“Why do I need cargo insurance?”
The short answer is:
“Because you’re a shipper.”

If that isn’t enough for you, keep reading…

Cargo insuranse reduces shippers’ exposure to financial loss. Yet, so many shippers choose to risk importing and exporting goods without getting cargo insurance. Unfortunately, many shippers have suffered great loss for taking this risk. Below are six reasons shippers should get cargo insurance. Some of the reasons are dangers that can cause loss or damage to cargo, but the list actually goes well beyond that.

Cargo theft, especially through identity theft and fictitious pickups, is on the rise. We’re not even counting piracy, which is a major risk of cargo theft and loss in modern international shipping.

Every year, containers are lost to sea. With the trend to megaships, carrying huge stacks of shipping containers across the oceans, cargo containers overboard have actually increased.
The World Shipping Council conducts surveys to find out approximately how many shipping containers are lost to sea in a year. Their 2014 update reveals a very significant rise in cargo containers lost to sea from their 2011 survey. The survey of the years 2011, 2012 and 2013 estimates that there were approximately 733 containers lost at sea on average for each of these three years, not counting catastrophic events. That number of approximately 733 shipping containers lost at sea during the 2011-2013 period is more than double the number of containers lost at sea for the previous period of 2008-2010.

Storms, shipwrecks, explosions, pirate attacks… which have caused the loss of many shipping containers. In one event, an entire shipload or more of cargo containers can be lost.
The World Shipping Council defines a catastrophic loss “as a loss overboard of 50 or more containers in a single incident.”
When one includes catastrophic losses (as defined above) during these years, the average annual loss for [the years 2011, 2012 and 2013] was approximately 2,683 containers.
Catastrophic events like the Tianjin explosions in China’s port city or container ships taken by pirates wouldn’t even likely be included in the totals above because, while very large numbers of shipping containers of goods are lost, the cargo containers are not necessarily lost overboard to sea.

As common as cargo theft or loss has become, even more common is cargo damage. Bad stowage and shore error are the largest contributors to damaged cargo.

You may be required to post a bond and/or cash deposit in order to obtain release of your cargo following a general average – even though there was no loss or damage to your goods.
By purchasing insurance, your insurance company assumes the responsibility and expedites the release of your cargo in these instances. General Average is an internationally accepted principle where if certain types of accidents occur to the vessel, all parties share in the loss equally. You definitely do not want to find yourself in a General Average situation without insurance.

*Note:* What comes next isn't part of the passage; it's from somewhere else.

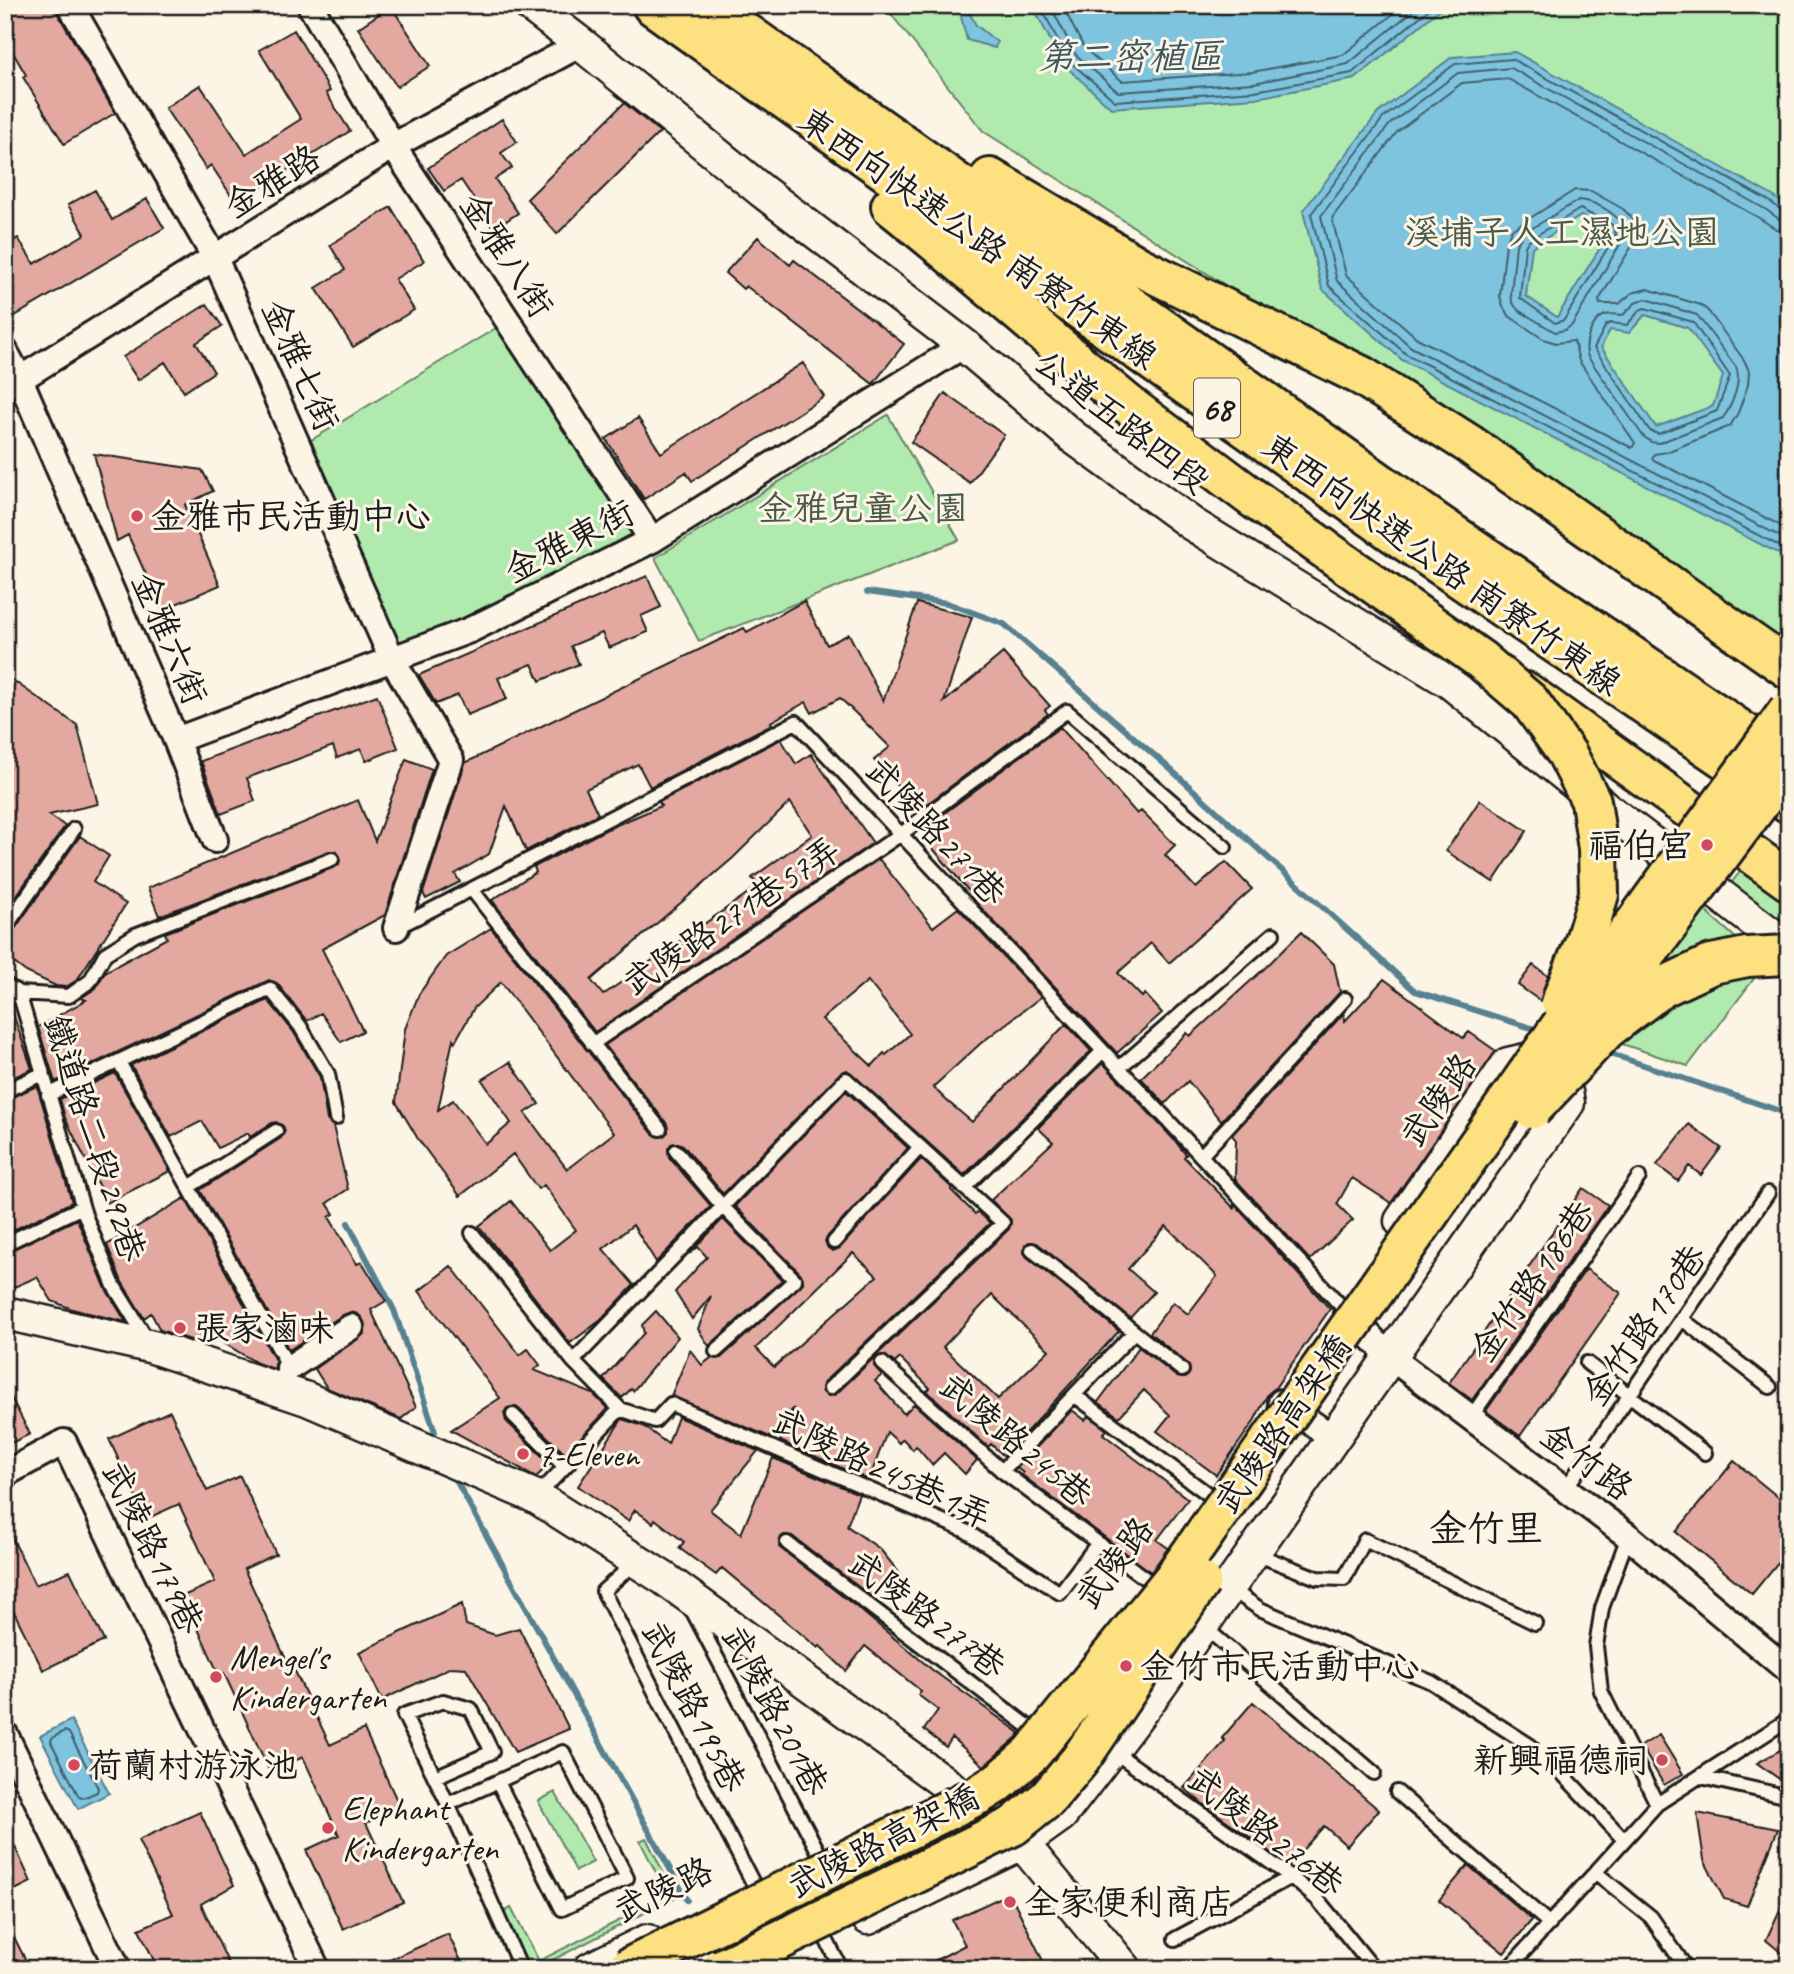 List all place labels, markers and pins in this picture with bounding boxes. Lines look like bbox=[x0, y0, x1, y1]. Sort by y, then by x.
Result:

Carriers, by law, are not responsible for many common causes of loss that occur in transit (for example, acts of God, General Average, etc.).
Even when carriers are liable, carriers’ liability in the event of a loss is limited – either by contract in the bill of lading or by law. In most cases, shippers will only recover cents on the dollar from the carrier. Shippers should never count on the carrier that is shipping their goods to cover losses or damage that may occur over the course of a container ship voyage.